2階は1階 その2 2013.03.15
それに関して興味深い事実がある。日本では、庶民は高い建物を建ててはいけないという決まりが、かなり古くにできていたのだ。このことは、ドイツ民俗学に詳しい坂井洲二先生が書かれた「ドイツ人の家屋」の中で知ったのだが、他にもいろいろと調べてみると、1650年頃に「身分に基づく3階建て禁止令」が取り決められ、武家屋敷以外の建物は、3階以上にしてはならないということになったらしい。
また少し調べてみたら、享保の改革においても、家作りは棟高を低くして建てるようにとのおふれが出て、さらに1806年には、棟高が2丈4尺(約7.2m)に制限されたという。
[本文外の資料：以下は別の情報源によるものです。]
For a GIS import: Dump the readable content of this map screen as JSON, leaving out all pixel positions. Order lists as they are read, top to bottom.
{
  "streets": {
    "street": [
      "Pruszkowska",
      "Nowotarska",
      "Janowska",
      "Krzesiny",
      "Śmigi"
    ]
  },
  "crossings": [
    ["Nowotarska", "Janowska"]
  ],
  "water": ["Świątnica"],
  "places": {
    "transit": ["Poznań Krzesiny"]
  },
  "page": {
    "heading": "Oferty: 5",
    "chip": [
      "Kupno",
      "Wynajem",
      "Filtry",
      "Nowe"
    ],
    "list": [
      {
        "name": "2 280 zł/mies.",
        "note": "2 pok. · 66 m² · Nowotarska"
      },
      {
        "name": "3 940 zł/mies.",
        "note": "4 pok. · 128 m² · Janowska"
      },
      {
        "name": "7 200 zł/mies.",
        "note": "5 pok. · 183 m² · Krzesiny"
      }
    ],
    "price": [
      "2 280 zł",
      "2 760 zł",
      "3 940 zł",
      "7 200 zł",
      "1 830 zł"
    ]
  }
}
それらは倹約令の一つで、要は庶民の贅沢を禁止するための幕府の決まりであった。その後、江戸時代の後半になって、商人たちが力をつけて来ると、豪商の中には3階立てに近い店を建てることが許され初めて来たのかもしれないが、それ以外の庶民は、高い住居を建てることができなかったのだ。
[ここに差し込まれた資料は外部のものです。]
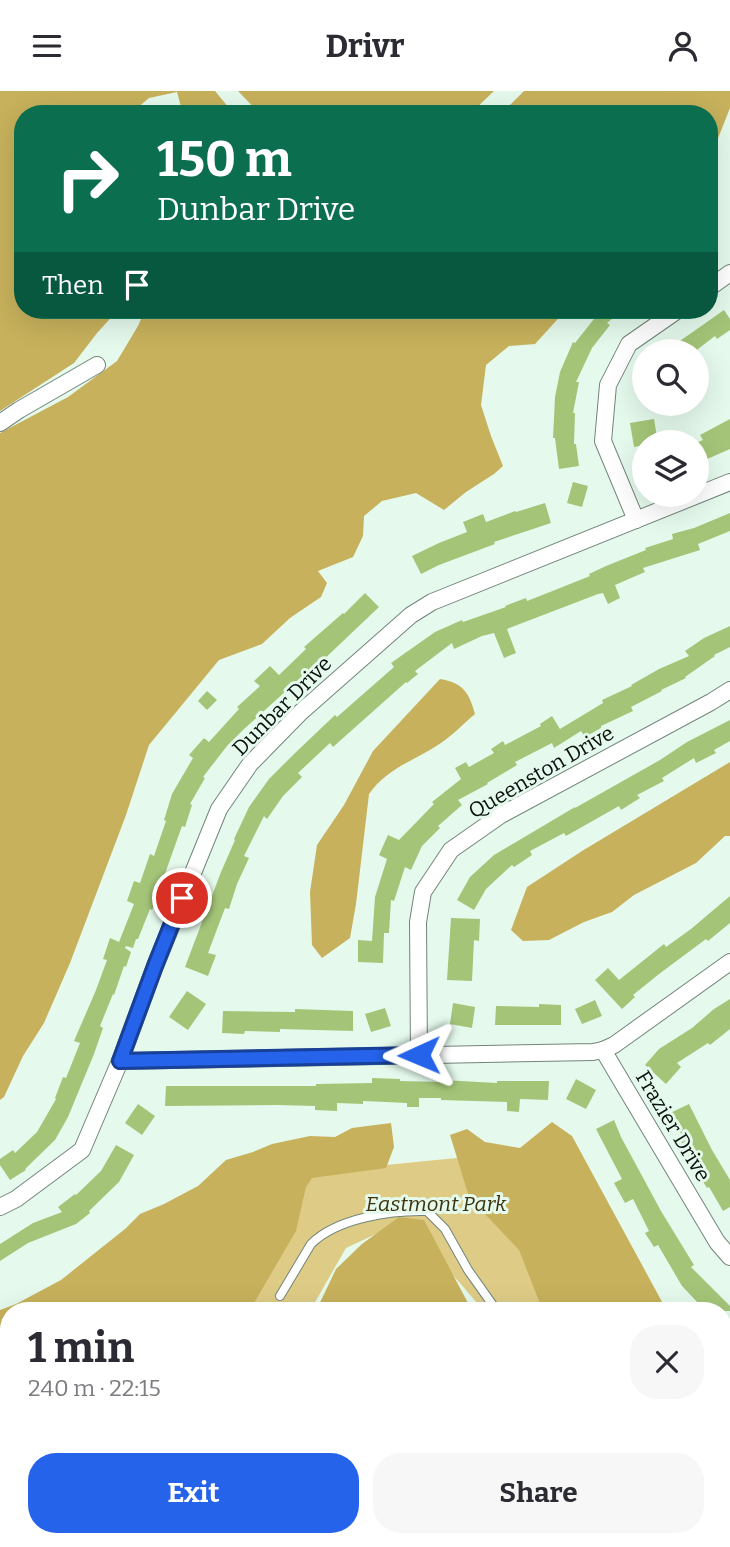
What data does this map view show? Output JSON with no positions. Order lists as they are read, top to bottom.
{
  "streets": {
    "street": ["Dunbar Drive", "Queenston Drive", "Frazier Drive"]
  },
  "parks": ["Eastmont Park"],
  "page": {
    "header": "Drivr",
    "turn": ["150 m", "Dunbar Drive"],
    "then": "Then",
    "heading": ["1 min", "240 m · 22:15"],
    "buttons": ["Exit", "Share"]
  }
}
その一方で、日本に高い建物を建てる技術がなかったわけでは決してないことは歴史が証明している。古くは五重の塔に始まり、寺社仏閣などは、高さはそれほどではないものの、木造による大型の建築であったし、ましてや各地に建立された城などは、土台の部分が高いとはいえ、遥か彼方まで見通すことのできる高層建築そのものであった。一昨年に視察し、いまも改修工事が行なわれている姫路城は、現存する一つの事例であろう。
それに対して、ドイツや欧州では、城壁の内側にしか済むことが許されていなかったため、人口が増えて来ると、住居を確保するためには、既存の住宅を上階に建て増しする以外に方法はなかった。だから、中世の時代に、すでに4層や5層にもなる集合住宅が建てられて来たのである。そして、おそらくだが、その1階には何がしかの店舗が入居していたと思われる。つまり一般の住居は2階から上階に配置されることになる。